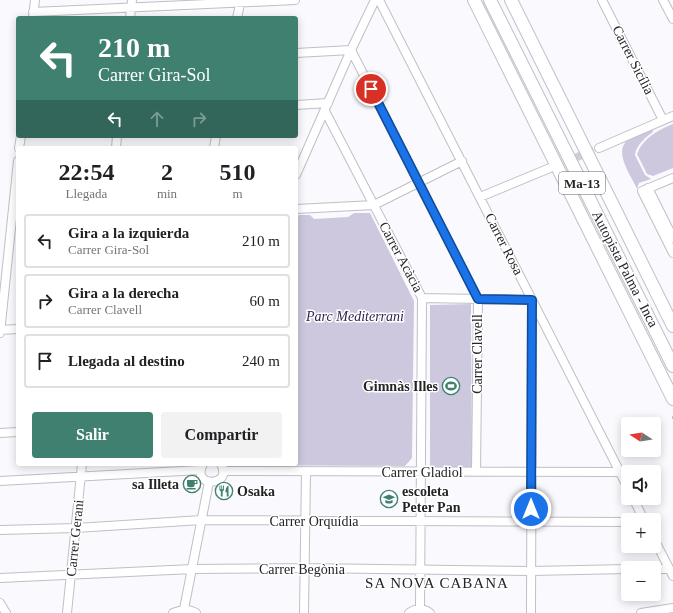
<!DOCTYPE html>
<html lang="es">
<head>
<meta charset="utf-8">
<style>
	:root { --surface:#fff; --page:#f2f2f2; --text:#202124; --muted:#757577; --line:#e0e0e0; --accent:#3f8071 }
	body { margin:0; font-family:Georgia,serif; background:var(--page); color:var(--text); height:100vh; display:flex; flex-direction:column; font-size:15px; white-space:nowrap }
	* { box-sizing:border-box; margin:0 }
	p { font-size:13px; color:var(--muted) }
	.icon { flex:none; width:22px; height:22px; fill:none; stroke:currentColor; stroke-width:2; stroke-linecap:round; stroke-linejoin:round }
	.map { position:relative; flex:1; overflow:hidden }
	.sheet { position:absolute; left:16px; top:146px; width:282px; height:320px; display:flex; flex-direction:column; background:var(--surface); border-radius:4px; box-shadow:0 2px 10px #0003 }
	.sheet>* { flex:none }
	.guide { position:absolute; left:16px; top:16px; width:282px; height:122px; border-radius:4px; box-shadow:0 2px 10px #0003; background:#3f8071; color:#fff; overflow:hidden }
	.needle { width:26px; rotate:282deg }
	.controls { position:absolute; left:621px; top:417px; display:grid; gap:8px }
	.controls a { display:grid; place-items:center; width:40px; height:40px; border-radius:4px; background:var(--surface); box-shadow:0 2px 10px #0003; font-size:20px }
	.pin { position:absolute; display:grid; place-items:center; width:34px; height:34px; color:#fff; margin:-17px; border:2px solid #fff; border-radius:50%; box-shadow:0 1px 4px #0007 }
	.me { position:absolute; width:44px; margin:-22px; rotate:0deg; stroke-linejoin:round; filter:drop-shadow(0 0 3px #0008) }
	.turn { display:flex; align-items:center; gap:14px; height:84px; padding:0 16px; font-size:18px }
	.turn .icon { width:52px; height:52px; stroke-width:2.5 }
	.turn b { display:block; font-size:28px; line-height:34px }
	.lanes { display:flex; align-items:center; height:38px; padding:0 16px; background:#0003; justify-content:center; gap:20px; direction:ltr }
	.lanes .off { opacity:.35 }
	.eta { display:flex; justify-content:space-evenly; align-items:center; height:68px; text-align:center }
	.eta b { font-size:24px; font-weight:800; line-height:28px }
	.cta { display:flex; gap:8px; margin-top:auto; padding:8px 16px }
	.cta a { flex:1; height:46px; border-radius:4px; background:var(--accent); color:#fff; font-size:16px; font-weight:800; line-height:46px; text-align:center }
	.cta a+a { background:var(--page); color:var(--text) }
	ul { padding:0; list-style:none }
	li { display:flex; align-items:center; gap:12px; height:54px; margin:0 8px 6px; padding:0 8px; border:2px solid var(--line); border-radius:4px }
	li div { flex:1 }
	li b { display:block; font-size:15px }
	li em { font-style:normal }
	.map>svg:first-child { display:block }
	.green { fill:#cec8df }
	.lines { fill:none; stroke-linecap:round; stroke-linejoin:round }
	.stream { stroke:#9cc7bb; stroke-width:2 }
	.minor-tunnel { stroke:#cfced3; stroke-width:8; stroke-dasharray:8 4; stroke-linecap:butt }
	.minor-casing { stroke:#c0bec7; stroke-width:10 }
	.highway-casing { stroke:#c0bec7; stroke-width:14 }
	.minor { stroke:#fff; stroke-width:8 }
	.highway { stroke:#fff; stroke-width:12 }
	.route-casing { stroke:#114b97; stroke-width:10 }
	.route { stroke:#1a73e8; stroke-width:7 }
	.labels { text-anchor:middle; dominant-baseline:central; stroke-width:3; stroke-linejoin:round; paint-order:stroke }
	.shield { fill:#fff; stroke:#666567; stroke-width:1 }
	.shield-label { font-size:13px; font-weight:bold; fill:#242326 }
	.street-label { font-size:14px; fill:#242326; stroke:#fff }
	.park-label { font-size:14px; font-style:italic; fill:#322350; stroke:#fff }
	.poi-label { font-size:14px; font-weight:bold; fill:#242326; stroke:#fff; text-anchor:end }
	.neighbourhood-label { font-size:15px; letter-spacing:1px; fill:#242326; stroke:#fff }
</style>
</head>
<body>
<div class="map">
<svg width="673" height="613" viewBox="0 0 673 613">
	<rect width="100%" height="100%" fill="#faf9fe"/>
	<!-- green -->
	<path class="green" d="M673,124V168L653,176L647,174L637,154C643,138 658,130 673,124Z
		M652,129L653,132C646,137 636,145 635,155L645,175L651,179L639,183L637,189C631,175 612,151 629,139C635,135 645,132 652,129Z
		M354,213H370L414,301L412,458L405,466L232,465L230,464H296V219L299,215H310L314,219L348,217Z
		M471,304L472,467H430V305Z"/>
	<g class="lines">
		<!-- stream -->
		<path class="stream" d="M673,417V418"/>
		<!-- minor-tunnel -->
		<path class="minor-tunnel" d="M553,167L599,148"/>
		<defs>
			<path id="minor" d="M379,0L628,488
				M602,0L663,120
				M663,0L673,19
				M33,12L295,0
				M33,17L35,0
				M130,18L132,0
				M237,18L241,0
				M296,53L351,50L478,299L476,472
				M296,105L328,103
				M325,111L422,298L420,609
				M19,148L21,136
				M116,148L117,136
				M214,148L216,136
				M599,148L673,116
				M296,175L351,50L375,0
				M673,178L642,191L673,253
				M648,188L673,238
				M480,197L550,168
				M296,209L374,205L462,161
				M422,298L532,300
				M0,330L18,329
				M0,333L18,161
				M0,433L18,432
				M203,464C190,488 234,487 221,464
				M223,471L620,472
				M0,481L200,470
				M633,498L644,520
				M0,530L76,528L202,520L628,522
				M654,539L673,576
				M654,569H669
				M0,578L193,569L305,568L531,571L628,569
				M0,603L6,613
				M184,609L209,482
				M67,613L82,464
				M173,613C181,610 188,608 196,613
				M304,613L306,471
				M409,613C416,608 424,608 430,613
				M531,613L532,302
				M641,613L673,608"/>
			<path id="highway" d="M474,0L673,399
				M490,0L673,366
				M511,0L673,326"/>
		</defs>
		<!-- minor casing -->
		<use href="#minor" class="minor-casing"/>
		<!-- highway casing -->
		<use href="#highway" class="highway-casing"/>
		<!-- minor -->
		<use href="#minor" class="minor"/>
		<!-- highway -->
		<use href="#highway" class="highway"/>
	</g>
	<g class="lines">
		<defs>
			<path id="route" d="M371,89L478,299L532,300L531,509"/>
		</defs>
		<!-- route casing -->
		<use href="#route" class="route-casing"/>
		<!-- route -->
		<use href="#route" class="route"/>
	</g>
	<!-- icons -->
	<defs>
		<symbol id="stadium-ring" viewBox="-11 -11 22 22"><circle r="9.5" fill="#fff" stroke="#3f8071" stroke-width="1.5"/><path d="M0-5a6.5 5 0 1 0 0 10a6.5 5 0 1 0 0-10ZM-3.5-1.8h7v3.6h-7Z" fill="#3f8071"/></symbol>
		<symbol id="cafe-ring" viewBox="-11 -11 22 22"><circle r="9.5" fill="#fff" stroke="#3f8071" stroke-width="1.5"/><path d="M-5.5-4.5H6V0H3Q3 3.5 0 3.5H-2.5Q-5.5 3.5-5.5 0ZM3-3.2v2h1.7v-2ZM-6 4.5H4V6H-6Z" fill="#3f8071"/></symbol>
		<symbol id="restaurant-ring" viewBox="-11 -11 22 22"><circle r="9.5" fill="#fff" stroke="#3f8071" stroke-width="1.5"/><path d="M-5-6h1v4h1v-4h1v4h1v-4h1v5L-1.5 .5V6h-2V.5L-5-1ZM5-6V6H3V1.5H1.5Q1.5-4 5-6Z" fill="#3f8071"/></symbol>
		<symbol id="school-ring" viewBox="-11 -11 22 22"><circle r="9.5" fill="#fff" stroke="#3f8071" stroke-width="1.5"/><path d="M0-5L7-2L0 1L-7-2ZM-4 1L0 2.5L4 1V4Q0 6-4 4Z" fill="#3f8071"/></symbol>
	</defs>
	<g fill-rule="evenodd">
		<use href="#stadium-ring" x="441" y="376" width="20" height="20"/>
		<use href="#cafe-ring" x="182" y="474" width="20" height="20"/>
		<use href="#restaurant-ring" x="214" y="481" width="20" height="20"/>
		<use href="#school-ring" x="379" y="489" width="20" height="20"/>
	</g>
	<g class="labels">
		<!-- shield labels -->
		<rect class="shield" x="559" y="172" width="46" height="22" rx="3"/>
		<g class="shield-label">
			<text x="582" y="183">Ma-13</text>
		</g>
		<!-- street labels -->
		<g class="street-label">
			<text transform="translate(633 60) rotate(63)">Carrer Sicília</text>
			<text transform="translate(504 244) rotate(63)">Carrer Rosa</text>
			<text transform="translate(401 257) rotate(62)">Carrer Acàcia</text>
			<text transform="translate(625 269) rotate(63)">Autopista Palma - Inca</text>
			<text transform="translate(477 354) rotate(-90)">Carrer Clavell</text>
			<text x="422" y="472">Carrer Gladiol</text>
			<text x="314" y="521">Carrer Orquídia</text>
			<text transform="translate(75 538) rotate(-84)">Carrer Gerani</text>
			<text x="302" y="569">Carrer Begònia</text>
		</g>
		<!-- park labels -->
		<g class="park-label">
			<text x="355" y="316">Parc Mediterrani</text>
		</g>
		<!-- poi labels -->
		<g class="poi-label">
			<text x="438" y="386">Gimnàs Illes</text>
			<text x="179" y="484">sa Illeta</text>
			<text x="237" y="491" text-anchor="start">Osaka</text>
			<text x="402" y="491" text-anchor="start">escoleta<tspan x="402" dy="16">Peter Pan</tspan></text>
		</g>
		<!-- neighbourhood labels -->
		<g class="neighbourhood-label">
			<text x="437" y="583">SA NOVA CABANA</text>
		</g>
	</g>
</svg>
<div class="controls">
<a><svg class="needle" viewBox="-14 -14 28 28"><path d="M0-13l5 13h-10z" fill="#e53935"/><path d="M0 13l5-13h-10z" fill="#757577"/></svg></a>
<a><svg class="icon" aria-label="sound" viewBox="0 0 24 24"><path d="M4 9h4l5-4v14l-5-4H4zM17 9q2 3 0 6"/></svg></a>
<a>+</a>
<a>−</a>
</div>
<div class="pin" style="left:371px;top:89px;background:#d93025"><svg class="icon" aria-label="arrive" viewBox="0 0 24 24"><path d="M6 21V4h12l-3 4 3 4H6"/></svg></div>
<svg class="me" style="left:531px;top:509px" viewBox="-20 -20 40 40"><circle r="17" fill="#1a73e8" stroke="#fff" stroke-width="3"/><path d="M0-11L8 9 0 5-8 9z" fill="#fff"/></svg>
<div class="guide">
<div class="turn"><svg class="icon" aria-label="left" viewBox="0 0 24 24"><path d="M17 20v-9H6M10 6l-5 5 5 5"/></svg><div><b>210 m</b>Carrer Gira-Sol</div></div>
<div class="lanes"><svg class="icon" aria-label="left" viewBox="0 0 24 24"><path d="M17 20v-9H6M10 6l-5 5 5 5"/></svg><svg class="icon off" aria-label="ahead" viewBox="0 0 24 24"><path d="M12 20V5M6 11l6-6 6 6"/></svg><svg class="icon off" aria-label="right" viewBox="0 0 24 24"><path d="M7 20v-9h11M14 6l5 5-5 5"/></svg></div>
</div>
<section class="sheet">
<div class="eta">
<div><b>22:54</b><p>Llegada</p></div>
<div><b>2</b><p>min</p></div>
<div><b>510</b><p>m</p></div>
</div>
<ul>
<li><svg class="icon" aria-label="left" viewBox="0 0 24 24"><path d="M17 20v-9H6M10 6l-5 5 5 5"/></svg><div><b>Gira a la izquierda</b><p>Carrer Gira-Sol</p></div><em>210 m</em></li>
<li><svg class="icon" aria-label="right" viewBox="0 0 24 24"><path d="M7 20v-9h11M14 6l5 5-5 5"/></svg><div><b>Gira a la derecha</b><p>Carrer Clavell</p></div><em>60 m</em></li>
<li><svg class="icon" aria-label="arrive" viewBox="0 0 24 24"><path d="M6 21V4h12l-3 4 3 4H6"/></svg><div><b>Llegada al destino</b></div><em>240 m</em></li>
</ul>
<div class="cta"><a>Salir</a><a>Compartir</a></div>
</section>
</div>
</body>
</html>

WHAT YOU WILL DO: Find the lines above that hold "place", then copy each of them.

RESULT FOR THIS EXERCISE:
	.controls a { display:grid; place-items:center; width:40px; height:40px; border-radius:4px; background:var(--surface); box-shadow:0 2px 10px #0003; font-size:20px }
	.pin { position:absolute; display:grid; place-items:center; width:34px; height:34px; color:#fff; margin:-17px; border:2px solid #fff; border-radius:50%; box-shadow:0 1px 4px #0007 }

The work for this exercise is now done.